- What you will do -
With the pictures removed, write out the full listing below exactly.

- Information provided -
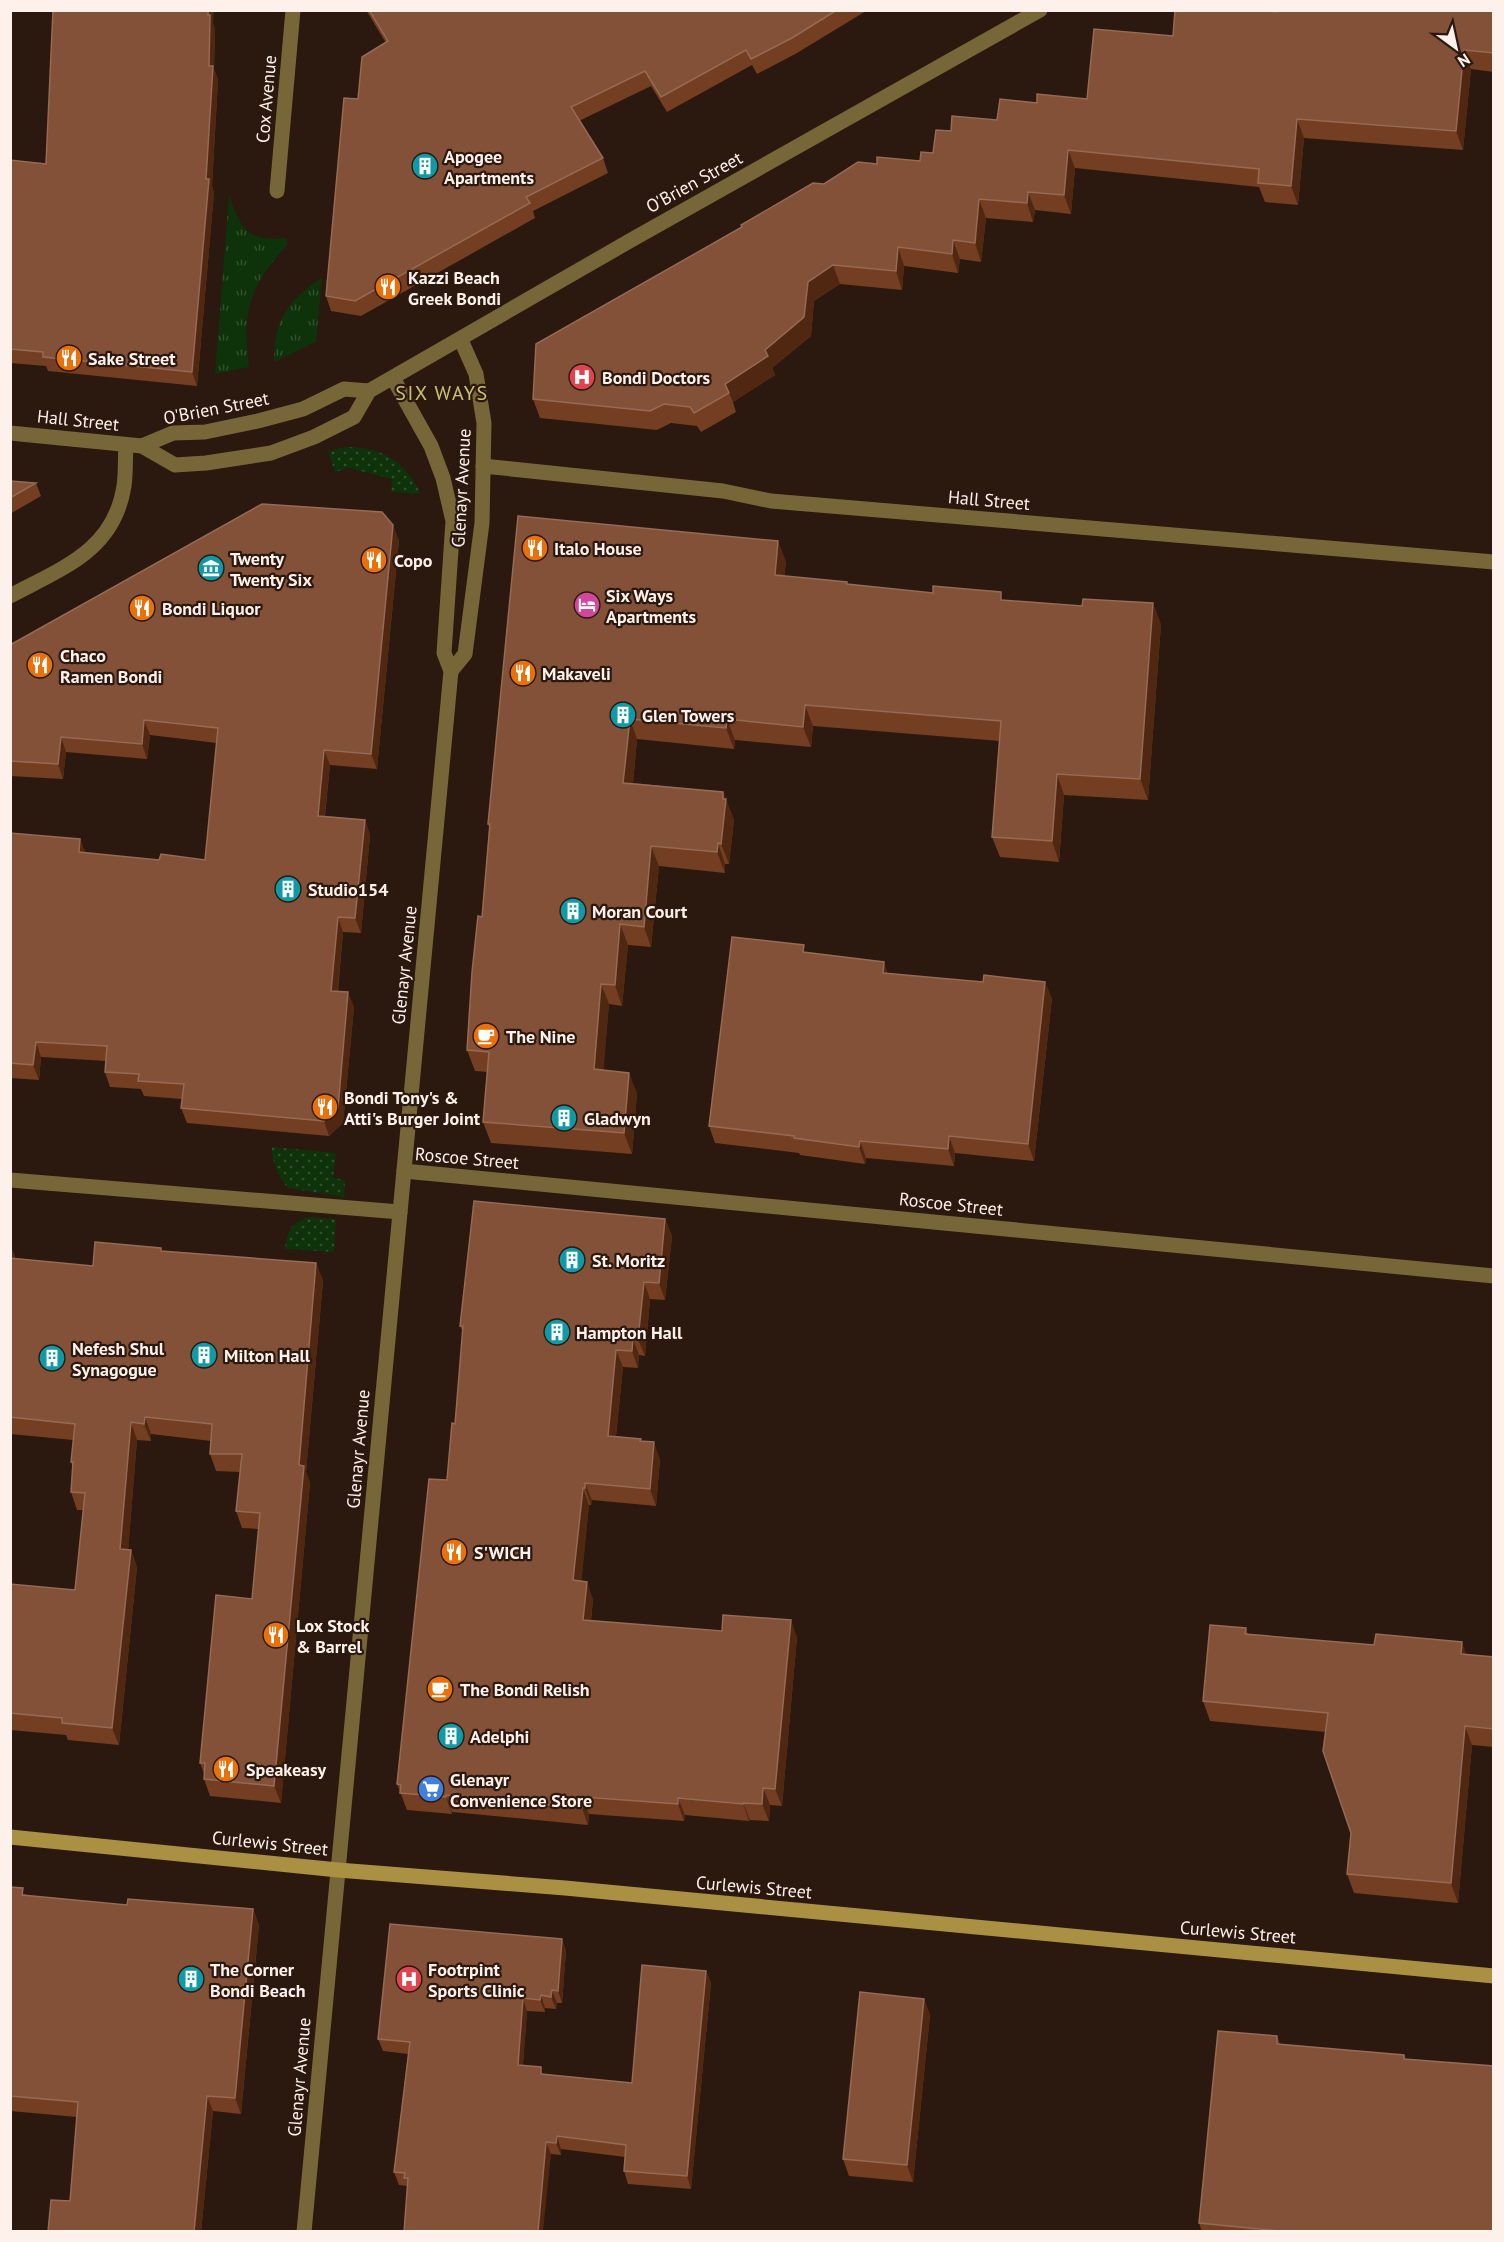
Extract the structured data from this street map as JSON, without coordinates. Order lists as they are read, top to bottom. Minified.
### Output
{"streets":{"main road":["Curlewis Street"],"street":["Cox Avenue","O'Brien Street","Hall Street","Glenayr Avenue","Roscoe Street"]},"crossings":[["O'Brien Street","Hall Street"],["O'Brien Street","Glenayr Avenue"],["Hall Street","Glenayr Avenue"],["Glenayr Avenue","Roscoe Street"],["Glenayr Avenue","Curlewis Street"]],"districts":["SIX WAYS"],"places":{"building":["Apogee Apartments","Glen Towers","Studio154","Moran Court","Gladwyn","St. Moritz","Hampton Hall","Milton Hall","Nefesh Shul Synagogue","Adelphi","The Corner Bondi Beach"],"restaurant":["Kazzi Beach Greek Bondi","Sake Street","Italo House","Copo","Bondi Liquor","Chaco Ramen Bondi","Makaveli","Bondi Tony's & Atti's Burger Joint","S'WICH","Lox Stock & Barrel","Speakeasy"],"hospital":["Bondi Doctors","Footrpint Sports Clinic"],"museum":["Twenty Twenty Six"],"hotel":["Six Ways Apartments"],"cafe":["The Nine","The Bondi Relish"],"supermarket":["Glenayr Convenience Store"]},"north":"bottom right"}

- Answer box -
Extract the structured data from this street map as JSON, without coordinates. Order lists as they are read, top to bottom. Minified.
### Output
{"streets":{"main road":["Curlewis Street"],"street":["Cox Avenue","O'Brien Street","Hall Street","Glenayr Avenue","Roscoe Street"]},"crossings":[["O'Brien Street","Hall Street"],["O'Brien Street","Glenayr Avenue"],["Hall Street","Glenayr Avenue"],["Glenayr Avenue","Roscoe Street"],["Glenayr Avenue","Curlewis Street"]],"districts":["SIX WAYS"],"places":{"building":["Apogee Apartments","Glen Towers","Studio154","Moran Court","Gladwyn","St. Moritz","Hampton Hall","Milton Hall","Nefesh Shul Synagogue","Adelphi","The Corner Bondi Beach"],"restaurant":["Kazzi Beach Greek Bondi","Sake Street","Italo House","Copo","Bondi Liquor","Chaco Ramen Bondi","Makaveli","Bondi Tony's & Atti's Burger Joint","S'WICH","Lox Stock & Barrel","Speakeasy"],"hospital":["Bondi Doctors","Footrpint Sports Clinic"],"museum":["Twenty Twenty Six"],"hotel":["Six Ways Apartments"],"cafe":["The Nine","The Bondi Relish"],"supermarket":["Glenayr Convenience Store"]},"north":"bottom right"}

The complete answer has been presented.